**Work item:**
Lines with "linejoin": please show every one of them from the listing below.

**Given records:**
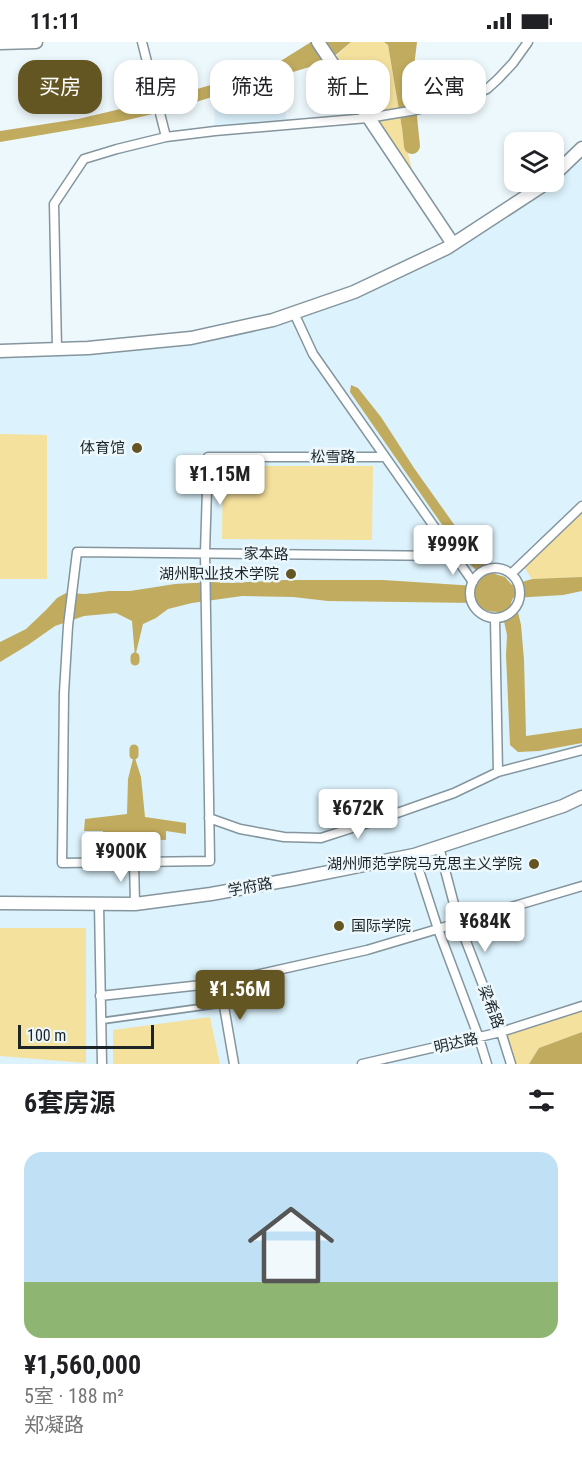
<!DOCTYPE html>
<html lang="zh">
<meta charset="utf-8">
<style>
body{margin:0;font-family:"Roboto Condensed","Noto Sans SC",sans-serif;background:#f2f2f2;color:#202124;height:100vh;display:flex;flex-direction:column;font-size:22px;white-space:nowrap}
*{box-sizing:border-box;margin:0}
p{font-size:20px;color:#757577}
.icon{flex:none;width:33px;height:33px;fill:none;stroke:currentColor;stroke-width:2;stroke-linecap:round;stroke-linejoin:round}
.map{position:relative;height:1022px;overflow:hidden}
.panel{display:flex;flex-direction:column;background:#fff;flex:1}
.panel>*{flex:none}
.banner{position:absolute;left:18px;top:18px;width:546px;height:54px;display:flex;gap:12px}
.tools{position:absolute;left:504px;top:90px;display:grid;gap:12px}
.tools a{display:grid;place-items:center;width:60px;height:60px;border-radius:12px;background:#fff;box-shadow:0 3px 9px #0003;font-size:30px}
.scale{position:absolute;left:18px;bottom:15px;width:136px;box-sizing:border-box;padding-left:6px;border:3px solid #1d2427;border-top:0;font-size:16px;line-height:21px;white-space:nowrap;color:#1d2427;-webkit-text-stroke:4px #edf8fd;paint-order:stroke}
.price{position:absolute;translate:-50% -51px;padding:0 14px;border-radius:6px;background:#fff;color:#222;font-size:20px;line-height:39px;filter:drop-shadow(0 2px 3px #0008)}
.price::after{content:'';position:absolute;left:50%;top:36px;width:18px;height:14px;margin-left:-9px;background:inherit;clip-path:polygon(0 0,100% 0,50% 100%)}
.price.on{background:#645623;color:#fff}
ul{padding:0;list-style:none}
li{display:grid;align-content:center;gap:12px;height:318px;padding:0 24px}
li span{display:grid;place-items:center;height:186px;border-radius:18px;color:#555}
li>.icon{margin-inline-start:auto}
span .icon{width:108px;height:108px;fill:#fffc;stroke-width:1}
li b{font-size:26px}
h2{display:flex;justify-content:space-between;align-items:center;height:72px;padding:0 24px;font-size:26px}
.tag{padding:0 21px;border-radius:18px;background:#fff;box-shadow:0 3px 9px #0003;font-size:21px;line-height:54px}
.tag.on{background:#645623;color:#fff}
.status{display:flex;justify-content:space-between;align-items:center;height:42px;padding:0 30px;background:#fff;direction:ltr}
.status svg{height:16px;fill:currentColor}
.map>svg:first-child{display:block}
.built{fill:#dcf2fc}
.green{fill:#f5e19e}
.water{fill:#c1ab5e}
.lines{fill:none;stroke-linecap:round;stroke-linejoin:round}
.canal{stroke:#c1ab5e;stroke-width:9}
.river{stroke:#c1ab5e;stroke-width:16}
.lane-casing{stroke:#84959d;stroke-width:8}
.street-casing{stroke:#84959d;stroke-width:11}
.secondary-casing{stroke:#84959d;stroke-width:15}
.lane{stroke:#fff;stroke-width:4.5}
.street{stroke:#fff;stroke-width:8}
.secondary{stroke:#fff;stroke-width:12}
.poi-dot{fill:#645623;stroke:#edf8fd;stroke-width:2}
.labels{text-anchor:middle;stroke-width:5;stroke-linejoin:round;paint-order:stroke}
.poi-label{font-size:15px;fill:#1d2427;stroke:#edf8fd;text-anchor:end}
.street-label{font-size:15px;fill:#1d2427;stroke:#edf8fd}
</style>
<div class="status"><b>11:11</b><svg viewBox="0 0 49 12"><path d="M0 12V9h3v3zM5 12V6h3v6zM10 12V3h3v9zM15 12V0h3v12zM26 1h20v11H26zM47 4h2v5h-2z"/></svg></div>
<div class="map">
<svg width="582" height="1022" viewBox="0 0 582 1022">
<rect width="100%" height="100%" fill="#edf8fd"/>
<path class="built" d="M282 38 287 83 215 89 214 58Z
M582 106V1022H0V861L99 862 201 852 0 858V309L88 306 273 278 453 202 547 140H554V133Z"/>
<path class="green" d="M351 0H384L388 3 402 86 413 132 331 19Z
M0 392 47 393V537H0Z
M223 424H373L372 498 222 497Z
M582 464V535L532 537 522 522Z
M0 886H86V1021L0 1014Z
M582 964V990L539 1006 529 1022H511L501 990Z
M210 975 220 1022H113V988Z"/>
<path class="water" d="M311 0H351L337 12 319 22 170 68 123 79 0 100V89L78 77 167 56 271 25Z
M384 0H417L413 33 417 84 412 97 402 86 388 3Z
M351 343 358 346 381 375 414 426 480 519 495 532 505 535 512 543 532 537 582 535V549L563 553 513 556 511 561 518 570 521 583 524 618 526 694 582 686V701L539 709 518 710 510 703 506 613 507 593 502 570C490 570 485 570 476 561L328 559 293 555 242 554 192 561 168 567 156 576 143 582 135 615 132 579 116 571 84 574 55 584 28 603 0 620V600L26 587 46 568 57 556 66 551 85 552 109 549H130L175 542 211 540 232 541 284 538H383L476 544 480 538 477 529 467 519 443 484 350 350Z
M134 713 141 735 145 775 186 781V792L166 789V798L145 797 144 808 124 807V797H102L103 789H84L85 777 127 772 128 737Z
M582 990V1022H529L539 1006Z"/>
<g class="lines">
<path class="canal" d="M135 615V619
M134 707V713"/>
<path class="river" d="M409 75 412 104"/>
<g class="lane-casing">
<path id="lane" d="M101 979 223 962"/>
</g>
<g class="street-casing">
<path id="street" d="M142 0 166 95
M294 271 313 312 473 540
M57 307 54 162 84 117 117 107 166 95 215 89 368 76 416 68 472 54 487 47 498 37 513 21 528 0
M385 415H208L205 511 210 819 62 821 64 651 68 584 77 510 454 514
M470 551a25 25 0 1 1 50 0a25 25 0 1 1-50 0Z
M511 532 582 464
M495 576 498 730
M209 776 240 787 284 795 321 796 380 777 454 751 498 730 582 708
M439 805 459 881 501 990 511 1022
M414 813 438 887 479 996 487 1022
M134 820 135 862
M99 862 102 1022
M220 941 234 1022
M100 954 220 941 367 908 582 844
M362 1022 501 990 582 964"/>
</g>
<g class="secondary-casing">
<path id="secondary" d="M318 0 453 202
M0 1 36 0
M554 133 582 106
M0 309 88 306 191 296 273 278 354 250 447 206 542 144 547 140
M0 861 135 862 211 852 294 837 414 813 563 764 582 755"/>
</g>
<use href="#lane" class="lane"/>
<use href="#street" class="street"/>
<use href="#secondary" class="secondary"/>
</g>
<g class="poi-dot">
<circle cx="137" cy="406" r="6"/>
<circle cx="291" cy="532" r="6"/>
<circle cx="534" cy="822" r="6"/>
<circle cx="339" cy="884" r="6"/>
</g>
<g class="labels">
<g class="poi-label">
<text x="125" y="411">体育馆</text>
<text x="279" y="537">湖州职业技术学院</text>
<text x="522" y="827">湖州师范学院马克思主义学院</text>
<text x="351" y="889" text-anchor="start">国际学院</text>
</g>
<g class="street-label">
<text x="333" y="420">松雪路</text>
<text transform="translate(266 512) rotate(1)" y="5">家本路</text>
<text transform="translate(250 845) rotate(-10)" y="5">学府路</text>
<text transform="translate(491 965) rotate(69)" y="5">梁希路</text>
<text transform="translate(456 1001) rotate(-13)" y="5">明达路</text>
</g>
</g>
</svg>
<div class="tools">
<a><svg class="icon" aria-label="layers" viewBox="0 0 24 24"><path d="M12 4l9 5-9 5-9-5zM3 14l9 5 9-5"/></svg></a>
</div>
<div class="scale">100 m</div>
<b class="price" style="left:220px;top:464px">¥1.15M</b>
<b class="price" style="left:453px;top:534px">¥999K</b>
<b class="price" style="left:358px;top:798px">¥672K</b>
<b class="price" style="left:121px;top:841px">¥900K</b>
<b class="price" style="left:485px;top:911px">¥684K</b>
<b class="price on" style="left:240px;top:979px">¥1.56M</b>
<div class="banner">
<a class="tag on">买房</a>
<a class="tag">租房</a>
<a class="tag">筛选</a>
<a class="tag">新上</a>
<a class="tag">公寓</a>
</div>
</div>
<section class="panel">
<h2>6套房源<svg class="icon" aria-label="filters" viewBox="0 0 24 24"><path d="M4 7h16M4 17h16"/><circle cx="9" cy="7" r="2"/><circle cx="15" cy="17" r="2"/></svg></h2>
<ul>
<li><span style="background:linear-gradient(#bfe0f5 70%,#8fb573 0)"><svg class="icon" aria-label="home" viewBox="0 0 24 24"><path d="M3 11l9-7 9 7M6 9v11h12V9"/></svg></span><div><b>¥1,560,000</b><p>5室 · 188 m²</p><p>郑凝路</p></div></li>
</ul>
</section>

**Your response:**
.icon{flex:none;width:33px;height:33px;fill:none;stroke:currentColor;stroke-width:2;stroke-linecap:round;stroke-linejoin:round}
.lines{fill:none;stroke-linecap:round;stroke-linejoin:round}
.labels{text-anchor:middle;stroke-width:5;stroke-linejoin:round;paint-order:stroke}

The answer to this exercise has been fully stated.